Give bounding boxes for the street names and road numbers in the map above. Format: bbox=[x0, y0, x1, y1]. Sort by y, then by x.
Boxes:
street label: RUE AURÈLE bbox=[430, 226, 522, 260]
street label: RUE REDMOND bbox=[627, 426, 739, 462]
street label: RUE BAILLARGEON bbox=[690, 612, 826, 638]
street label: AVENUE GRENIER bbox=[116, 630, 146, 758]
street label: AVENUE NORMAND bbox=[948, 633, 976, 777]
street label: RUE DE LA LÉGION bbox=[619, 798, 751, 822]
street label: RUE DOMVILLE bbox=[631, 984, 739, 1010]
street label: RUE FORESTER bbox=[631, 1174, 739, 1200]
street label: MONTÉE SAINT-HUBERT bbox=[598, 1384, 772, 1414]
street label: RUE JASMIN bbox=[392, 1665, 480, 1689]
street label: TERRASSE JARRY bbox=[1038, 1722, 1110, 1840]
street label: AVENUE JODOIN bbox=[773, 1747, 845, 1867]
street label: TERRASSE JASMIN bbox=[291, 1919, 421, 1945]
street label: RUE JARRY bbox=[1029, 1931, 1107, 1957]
--
A complete, exact copy of the entries above is what is wanted.

Give bounding boxes for the street names and road numbers in the map above. Format: bbox=[x0, y0, x1, y1]. Sort by y, then by x.
Boxes:
street label: RUE AURÈLE bbox=[430, 226, 522, 260]
street label: RUE REDMOND bbox=[627, 426, 739, 462]
street label: RUE BAILLARGEON bbox=[690, 612, 826, 638]
street label: AVENUE GRENIER bbox=[116, 630, 146, 758]
street label: AVENUE NORMAND bbox=[948, 633, 976, 777]
street label: RUE DE LA LÉGION bbox=[619, 798, 751, 822]
street label: RUE DOMVILLE bbox=[631, 984, 739, 1010]
street label: RUE FORESTER bbox=[631, 1174, 739, 1200]
street label: MONTÉE SAINT-HUBERT bbox=[598, 1384, 772, 1414]
street label: RUE JASMIN bbox=[392, 1665, 480, 1689]
street label: TERRASSE JARRY bbox=[1038, 1722, 1110, 1840]
street label: AVENUE JODOIN bbox=[773, 1747, 845, 1867]
street label: TERRASSE JASMIN bbox=[291, 1919, 421, 1945]
street label: RUE JARRY bbox=[1029, 1931, 1107, 1957]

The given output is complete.